Bettie Bendolph Seltzer (1939 - 2017), daughter-in-law of quiltmaker Sue Willie Seltzer, remembers her mother, Annie Bendolph (1900 - 1981), one of Arthur Rothstein's favorite subjects during his 1937 photographic documentation of Gee's Bend.
"My mama was a hardworking woman, all I know. Had sixteen heads of children and kept us all working hard in the field. All they know to do back there was have children and go to the field. She learned all of them how to work and take care of themselves. Carried every one of us to church every Sunday. She was a good neighbor to peoples—always giving.
"Used to love to cook teacake and share with the community. Every weekend, children visit each other house, and she feed every one of them. She was a real good mother. All us thought so. Papa used to drink a lot, so she carried on the family.

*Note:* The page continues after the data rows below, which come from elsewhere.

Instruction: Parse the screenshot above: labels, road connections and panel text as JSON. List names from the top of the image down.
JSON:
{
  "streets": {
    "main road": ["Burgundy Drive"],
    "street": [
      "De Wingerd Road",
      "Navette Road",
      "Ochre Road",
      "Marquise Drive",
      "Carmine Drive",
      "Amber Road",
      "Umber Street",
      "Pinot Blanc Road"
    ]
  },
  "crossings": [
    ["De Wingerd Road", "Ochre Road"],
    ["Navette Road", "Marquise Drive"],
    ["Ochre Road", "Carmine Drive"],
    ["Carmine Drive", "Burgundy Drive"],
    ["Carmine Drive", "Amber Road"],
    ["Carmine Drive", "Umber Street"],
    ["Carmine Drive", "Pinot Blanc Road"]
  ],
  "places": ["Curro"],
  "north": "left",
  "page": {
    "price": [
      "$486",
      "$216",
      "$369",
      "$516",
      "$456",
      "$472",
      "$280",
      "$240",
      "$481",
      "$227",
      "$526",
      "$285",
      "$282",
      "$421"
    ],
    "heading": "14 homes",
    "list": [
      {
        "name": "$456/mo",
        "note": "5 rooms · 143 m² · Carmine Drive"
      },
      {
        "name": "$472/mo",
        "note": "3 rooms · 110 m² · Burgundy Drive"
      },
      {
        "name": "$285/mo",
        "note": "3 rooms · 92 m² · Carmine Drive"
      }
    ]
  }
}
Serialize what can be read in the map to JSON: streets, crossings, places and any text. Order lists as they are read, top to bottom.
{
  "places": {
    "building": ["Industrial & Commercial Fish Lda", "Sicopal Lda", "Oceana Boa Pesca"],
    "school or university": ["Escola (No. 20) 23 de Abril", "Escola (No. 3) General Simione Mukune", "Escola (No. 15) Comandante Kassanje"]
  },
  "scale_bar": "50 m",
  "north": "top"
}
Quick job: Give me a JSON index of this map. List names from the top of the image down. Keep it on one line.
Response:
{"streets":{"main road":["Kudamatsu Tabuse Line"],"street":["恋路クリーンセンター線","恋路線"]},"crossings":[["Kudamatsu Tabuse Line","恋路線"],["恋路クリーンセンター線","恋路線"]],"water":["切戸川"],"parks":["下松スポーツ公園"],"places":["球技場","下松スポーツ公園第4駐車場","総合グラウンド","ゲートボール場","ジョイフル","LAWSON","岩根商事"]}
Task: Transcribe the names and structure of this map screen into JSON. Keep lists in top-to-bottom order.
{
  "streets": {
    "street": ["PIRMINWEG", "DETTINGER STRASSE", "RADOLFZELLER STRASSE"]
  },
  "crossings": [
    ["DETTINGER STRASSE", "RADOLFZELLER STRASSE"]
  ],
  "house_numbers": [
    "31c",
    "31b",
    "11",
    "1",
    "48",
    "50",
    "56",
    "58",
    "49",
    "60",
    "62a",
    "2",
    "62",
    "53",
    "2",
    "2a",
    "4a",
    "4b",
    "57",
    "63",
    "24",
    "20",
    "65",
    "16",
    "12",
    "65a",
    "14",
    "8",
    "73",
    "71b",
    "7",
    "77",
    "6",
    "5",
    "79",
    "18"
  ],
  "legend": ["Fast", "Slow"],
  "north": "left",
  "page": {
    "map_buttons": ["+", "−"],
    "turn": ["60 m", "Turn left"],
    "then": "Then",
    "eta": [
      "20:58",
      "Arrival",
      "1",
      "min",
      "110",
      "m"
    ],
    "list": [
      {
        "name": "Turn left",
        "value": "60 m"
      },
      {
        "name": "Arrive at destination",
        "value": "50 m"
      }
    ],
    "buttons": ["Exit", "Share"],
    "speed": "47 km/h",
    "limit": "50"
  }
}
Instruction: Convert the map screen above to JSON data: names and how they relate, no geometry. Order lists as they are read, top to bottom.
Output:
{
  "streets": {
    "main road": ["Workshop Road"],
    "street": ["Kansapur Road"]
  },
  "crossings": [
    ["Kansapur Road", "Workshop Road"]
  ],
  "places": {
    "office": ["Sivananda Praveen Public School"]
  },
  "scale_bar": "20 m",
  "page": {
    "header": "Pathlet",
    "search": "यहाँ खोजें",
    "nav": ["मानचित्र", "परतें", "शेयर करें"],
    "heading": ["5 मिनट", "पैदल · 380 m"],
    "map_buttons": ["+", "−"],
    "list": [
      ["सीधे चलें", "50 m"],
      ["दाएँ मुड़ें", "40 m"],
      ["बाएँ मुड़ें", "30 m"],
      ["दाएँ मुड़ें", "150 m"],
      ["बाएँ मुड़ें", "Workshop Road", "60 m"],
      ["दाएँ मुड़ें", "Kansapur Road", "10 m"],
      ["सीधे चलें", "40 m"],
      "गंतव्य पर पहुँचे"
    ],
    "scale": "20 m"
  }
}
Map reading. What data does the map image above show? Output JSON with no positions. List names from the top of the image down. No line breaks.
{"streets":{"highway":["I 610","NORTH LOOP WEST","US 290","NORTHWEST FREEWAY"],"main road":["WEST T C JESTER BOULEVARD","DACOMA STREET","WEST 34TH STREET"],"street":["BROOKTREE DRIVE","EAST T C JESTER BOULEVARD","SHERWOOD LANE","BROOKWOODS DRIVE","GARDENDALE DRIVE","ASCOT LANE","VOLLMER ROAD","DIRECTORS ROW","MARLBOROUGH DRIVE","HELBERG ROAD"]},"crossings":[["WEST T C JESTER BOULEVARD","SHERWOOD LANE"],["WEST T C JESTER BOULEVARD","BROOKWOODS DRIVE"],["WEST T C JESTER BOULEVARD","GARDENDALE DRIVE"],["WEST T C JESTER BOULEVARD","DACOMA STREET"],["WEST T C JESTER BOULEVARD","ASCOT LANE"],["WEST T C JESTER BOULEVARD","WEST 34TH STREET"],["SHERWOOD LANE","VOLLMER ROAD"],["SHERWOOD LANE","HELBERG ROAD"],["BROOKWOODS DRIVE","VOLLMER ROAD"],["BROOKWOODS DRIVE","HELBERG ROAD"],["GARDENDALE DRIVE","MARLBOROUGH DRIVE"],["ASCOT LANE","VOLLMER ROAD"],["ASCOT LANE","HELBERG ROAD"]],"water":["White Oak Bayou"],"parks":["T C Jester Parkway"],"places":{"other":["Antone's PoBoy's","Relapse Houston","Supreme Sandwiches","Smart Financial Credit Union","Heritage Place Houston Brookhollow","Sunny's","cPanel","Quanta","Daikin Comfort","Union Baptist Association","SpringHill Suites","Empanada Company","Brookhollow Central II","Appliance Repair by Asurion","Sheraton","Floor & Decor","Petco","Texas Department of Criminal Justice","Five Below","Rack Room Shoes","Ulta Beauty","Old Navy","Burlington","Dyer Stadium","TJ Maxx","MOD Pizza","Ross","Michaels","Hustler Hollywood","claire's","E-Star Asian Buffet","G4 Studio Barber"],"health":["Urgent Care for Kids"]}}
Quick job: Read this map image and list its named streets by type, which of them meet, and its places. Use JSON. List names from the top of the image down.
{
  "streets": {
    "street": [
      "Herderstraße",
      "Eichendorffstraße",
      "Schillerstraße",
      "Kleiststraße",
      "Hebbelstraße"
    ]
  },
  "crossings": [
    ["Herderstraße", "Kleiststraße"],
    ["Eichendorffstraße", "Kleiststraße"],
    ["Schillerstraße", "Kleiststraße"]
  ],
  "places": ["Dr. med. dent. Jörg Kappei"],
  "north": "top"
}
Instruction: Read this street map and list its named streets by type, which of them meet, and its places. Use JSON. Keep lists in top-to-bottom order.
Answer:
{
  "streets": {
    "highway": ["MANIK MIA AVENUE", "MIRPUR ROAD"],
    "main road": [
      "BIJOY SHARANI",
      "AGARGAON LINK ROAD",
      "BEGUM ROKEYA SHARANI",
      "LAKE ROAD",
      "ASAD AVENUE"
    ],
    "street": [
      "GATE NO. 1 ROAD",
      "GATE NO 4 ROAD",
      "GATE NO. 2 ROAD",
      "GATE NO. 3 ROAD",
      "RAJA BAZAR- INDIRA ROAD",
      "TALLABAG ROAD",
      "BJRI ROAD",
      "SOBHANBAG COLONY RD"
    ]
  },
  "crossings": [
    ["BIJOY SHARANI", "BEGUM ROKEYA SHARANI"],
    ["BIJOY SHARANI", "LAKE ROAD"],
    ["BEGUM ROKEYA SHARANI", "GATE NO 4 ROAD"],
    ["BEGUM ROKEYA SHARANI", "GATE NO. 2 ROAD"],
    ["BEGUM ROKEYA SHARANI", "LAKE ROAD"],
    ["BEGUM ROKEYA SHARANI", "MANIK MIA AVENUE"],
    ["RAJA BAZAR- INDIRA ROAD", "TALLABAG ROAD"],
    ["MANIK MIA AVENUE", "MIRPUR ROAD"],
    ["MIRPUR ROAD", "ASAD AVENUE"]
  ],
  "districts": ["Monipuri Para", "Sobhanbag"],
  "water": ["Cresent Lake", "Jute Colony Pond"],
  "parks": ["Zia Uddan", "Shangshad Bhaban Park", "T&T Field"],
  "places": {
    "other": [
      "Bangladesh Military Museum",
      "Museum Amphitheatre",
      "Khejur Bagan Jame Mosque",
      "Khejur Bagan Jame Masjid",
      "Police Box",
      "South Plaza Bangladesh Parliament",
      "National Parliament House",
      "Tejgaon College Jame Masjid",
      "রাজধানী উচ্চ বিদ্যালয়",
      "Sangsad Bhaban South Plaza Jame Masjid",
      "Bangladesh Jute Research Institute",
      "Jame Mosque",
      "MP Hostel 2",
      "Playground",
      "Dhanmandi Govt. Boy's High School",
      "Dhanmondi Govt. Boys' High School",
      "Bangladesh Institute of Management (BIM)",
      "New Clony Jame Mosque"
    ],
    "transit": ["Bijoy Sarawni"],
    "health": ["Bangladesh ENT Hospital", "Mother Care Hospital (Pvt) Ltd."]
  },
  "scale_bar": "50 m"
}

"Working so hard, barefoot in the field, in the rain and the cold, having children about every two years, she took real sick. She was in and out of the hospital. She'd be sick, she'd get better. Be sick, get better. But she still work. Saturday we work in the field, her and us children, too. Come home and start washing and ironing clothes for church. Sunday everyone is going to church clean, but stump-bare feet. Don't none of us have a shoe.
"She didn't know much about her family. They told her that her mother died when she was a baby. She had a brother named Timothy Pettway. He was a singer—gospel singer sang in churches and lived over in Camden. He used to come across the river on his boat, two people paddling—one on one side, one on the other. Him and his children come to see us, and bring food and clothes sometimes. He come to the river sometimes and pick me and my brothers and nephews up, and paddle us over to pick cotton with him over there in Rosemary. We just helping 'cause he's helping Mama. We didn't ever get paid. I was the only little girl; rest were boys. My mama had sisters, come sometimes to see us, but they wasn't living around here.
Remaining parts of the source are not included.